In artificial intelligence and computational cognitive science, 'the action selection problem' is typically related with intelligent agents and animats, that means software systems that exhibit a sort of complex behaviour in an artificial environment. The problem concerns agents’ deciding of “what actions to do in the next instant”. What exactly an action is depends on the level of abstraction used by the designer. At the basic level of abstraction, as an atomic action, one can find whatever from “movement of a cell” to “provoking a war between two kingdoms”. The set of possible actions is predefined and typically fixed.

There are several reasons why this problem is not trivial and so interests a lot of researchers both in artificial intelligence and cognitive science:

  • the agents typically act in dynamic and unpredictable environments
  • the agents typically acts in real time, therefore they must make decisions in a timely fashion
  • humans are typically allowed to interact with the agents (and can be prejudicial to them)
  • the agents are typically created to perform several tasks, which can be conflicting in terms of resources allocation
  • the agents are often models of animals/humans, and animal/human behaviour is quite complicated

Action selection mechanism

The mechanisms of action selection (ASM) is often thought as such “part” of the agent that makes decision about what to do next using a form of behavioural structures created by a designer in advance. These structures are often called plans or domain representations. In considering the future possibilities, the ASM perform in accordance with these structures while taking into the account also the agent’s actual state, i.e. its memory and needs.

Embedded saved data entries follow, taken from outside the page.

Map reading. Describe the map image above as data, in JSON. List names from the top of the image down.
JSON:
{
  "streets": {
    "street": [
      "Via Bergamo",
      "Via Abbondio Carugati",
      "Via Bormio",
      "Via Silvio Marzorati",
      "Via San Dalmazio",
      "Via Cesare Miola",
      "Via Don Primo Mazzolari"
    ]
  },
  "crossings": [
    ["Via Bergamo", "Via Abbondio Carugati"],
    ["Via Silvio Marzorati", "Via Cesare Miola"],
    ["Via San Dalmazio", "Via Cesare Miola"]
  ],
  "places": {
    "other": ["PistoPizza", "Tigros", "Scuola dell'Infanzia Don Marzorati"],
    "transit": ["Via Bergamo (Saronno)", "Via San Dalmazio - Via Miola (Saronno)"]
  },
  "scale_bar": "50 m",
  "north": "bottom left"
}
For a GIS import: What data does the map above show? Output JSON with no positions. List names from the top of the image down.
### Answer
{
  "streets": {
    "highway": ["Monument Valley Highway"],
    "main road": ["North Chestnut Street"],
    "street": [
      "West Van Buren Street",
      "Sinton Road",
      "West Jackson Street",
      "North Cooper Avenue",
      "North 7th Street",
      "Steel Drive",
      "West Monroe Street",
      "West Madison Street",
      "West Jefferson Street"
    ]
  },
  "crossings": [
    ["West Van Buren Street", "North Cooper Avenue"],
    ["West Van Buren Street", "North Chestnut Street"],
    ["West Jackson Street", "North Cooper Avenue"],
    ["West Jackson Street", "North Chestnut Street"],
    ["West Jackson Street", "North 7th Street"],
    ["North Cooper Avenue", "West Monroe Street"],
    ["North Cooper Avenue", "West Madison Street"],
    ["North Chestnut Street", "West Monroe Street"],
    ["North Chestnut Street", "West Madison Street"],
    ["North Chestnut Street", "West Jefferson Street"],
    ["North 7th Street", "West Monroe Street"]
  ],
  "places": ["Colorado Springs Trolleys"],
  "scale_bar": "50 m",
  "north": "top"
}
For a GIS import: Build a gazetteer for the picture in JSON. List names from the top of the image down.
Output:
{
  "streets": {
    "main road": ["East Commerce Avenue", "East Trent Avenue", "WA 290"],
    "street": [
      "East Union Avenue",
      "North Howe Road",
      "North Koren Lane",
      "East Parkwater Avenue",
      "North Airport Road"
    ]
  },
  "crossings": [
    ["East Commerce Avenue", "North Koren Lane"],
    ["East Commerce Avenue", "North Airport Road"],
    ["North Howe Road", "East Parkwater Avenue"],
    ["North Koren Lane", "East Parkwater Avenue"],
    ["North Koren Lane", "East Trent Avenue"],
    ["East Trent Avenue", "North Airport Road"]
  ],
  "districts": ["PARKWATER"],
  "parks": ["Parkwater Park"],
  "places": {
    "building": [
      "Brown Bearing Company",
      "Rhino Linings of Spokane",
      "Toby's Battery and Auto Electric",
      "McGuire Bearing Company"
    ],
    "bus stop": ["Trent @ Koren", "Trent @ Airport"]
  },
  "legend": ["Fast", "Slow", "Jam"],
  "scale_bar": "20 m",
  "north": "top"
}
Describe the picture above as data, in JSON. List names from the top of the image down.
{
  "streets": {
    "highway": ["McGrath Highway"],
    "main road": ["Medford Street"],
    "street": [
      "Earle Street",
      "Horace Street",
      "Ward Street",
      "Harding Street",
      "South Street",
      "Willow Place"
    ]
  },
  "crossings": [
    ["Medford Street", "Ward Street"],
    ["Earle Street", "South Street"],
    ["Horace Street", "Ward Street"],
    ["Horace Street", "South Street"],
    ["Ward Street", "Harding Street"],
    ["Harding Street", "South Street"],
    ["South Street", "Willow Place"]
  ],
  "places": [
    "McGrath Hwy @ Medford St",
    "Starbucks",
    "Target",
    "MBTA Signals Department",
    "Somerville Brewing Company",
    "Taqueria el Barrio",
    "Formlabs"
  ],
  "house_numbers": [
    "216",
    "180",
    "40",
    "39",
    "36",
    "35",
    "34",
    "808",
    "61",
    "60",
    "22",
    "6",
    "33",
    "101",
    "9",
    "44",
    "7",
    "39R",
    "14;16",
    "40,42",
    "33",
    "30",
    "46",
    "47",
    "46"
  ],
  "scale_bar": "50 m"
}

In a broader sense, the ASM does not decide only about future agent’s actions, but also directs its perceptual attention, updates its memory and modifies the behavioural structures, i.e. carries out a form of behavioural learning possibly.

Note, that ASM is also sometimes referred as “agent architecture” or thought of as a substantial part of it.

General approaches to action selection

Generally, the mechanisms can be divided into three groups: reactive planning, classical planning and hybrid approaches. Reactive planning methods compute just one next action in every instant based on the current context and prescripted plans. On the contrary, classical planning methods do not use prescripted plans, instead they rely on a description of the domain (the virtual environment and the agent’s goals) and based on it, they compute a sequence of actions, so they essentially compute a plan (notice that “plan” in classical planning means really a sequence of actions, while “plan” in reactive planning is rather a structure that describes behaviour).

While reactive planning techniques operates in a timely fashion, classical planning methods suffer from combinatorial complexity and do not fit to dynamics environments well. However, reactive planning ASM is often limited to a fixed set of predetermined reactions, while a classical planner can cope with a new situation (to some extent). Therefore, hybrid techniques are often exploited. They are actually combinations of reactive planners with classical planners, or so-called anytime mechanisms.



Concrete architectures

Soar architecture

Soar is a |cognitive architecture being developed and extended from about middle of 80th. It is based on condition-action rules. One can use Soar programming toolkit for building both reactive and planning agents, or compromise at will between these two extremes.

Tyrrell architecture

It is a reactive planning architecture developed by Toby Tyrrell in 1993. The agent's behaviour is stored in the form of a hierarchical connectionism network, which Tyrrell named free-flow hierarchy. Recently exploited for example by [ de Sevin & Thalmann] (2005) or Kadleček (2001).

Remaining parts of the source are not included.